_What to do:_
In the material below, transcribe every line from the first through the line holding "Instruction: Dump the", exactly, and stop after that line.

_Recorded data:_
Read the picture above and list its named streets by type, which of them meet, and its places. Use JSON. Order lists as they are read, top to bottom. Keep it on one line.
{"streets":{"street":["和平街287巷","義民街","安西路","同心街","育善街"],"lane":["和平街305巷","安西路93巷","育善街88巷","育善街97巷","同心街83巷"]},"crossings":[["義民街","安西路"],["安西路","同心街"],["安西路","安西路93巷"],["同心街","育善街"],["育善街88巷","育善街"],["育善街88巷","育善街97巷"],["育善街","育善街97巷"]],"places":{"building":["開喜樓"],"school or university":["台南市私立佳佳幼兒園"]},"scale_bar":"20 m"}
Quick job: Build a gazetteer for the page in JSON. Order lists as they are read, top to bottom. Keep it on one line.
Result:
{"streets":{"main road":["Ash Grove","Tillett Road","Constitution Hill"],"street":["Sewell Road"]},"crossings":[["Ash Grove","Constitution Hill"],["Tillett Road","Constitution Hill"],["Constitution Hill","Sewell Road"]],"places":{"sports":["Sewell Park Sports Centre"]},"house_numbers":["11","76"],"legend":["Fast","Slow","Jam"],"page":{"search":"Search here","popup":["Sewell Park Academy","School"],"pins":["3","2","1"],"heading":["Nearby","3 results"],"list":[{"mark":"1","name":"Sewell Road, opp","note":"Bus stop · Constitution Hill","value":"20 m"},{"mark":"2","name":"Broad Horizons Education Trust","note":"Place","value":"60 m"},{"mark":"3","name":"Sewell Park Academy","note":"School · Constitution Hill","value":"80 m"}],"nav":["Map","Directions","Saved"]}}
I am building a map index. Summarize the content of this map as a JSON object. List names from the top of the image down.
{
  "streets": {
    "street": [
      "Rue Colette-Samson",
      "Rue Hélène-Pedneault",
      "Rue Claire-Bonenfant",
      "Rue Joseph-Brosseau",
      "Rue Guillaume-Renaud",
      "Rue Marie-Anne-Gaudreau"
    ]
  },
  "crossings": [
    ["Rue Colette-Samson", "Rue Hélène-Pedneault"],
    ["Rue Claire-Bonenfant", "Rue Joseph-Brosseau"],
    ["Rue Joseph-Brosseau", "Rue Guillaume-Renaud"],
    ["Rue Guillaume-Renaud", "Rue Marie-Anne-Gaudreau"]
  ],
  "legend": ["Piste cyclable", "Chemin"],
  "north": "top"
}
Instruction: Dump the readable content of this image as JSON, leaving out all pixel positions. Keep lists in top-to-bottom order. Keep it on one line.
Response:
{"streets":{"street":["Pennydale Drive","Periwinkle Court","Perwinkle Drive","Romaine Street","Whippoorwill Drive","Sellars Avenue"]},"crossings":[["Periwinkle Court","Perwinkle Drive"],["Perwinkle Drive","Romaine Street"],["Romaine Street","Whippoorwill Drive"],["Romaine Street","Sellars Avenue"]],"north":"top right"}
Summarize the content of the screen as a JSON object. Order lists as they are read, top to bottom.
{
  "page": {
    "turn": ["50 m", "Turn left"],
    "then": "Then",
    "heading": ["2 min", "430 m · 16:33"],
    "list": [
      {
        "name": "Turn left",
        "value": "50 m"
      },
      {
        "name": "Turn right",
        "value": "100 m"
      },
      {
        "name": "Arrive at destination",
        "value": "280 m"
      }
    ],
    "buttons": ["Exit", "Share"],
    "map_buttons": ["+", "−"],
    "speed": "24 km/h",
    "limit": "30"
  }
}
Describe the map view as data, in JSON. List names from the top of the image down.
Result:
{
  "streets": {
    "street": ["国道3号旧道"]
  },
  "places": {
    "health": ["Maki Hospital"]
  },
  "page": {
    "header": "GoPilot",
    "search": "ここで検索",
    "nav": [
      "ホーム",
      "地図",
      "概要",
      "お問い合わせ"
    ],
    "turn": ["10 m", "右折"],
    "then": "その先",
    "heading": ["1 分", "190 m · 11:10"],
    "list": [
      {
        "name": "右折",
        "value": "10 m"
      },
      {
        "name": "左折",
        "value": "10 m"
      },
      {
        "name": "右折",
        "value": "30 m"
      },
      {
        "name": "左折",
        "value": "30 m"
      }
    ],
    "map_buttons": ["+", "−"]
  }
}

_Solution to the problem:_
Read the picture above and list its named streets by type, which of them meet, and its places. Use JSON. Order lists as they are read, top to bottom. Keep it on one line.
{"streets":{"street":["和平街287巷","義民街","安西路","同心街","育善街"],"lane":["和平街305巷","安西路93巷","育善街88巷","育善街97巷","同心街83巷"]},"crossings":[["義民街","安西路"],["安西路","同心街"],["安西路","安西路93巷"],["同心街","育善街"],["育善街88巷","育善街"],["育善街88巷","育善街97巷"],["育善街","育善街97巷"]],"places":{"building":["開喜樓"],"school or university":["台南市私立佳佳幼兒園"]},"scale_bar":"20 m"}
Quick job: Build a gazetteer for the page in JSON. Order lists as they are read, top to bottom. Keep it on one line.
Result:
{"streets":{"main road":["Ash Grove","Tillett Road","Constitution Hill"],"street":["Sewell Road"]},"crossings":[["Ash Grove","Constitution Hill"],["Tillett Road","Constitution Hill"],["Constitution Hill","Sewell Road"]],"places":{"sports":["Sewell Park Sports Centre"]},"house_numbers":["11","76"],"legend":["Fast","Slow","Jam"],"page":{"search":"Search here","popup":["Sewell Park Academy","School"],"pins":["3","2","1"],"heading":["Nearby","3 results"],"list":[{"mark":"1","name":"Sewell Road, opp","note":"Bus stop · Constitution Hill","value":"20 m"},{"mark":"2","name":"Broad Horizons Education Trust","note":"Place","value":"60 m"},{"mark":"3","name":"Sewell Park Academy","note":"School · Constitution Hill","value":"80 m"}],"nav":["Map","Directions","Saved"]}}
I am building a map index. Summarize the content of this map as a JSON object. List names from the top of the image down.
{
  "streets": {
    "street": [
      "Rue Colette-Samson",
      "Rue Hélène-Pedneault",
      "Rue Claire-Bonenfant",
      "Rue Joseph-Brosseau",
      "Rue Guillaume-Renaud",
      "Rue Marie-Anne-Gaudreau"
    ]
  },
  "crossings": [
    ["Rue Colette-Samson", "Rue Hélène-Pedneault"],
    ["Rue Claire-Bonenfant", "Rue Joseph-Brosseau"],
    ["Rue Joseph-Brosseau", "Rue Guillaume-Renaud"],
    ["Rue Guillaume-Renaud", "Rue Marie-Anne-Gaudreau"]
  ],
  "legend": ["Piste cyclable", "Chemin"],
  "north": "top"
}
Instruction: Dump the readable content of this image as JSON, leaving out all pixel positions. Keep lists in top-to-bottom order. Keep it on one line.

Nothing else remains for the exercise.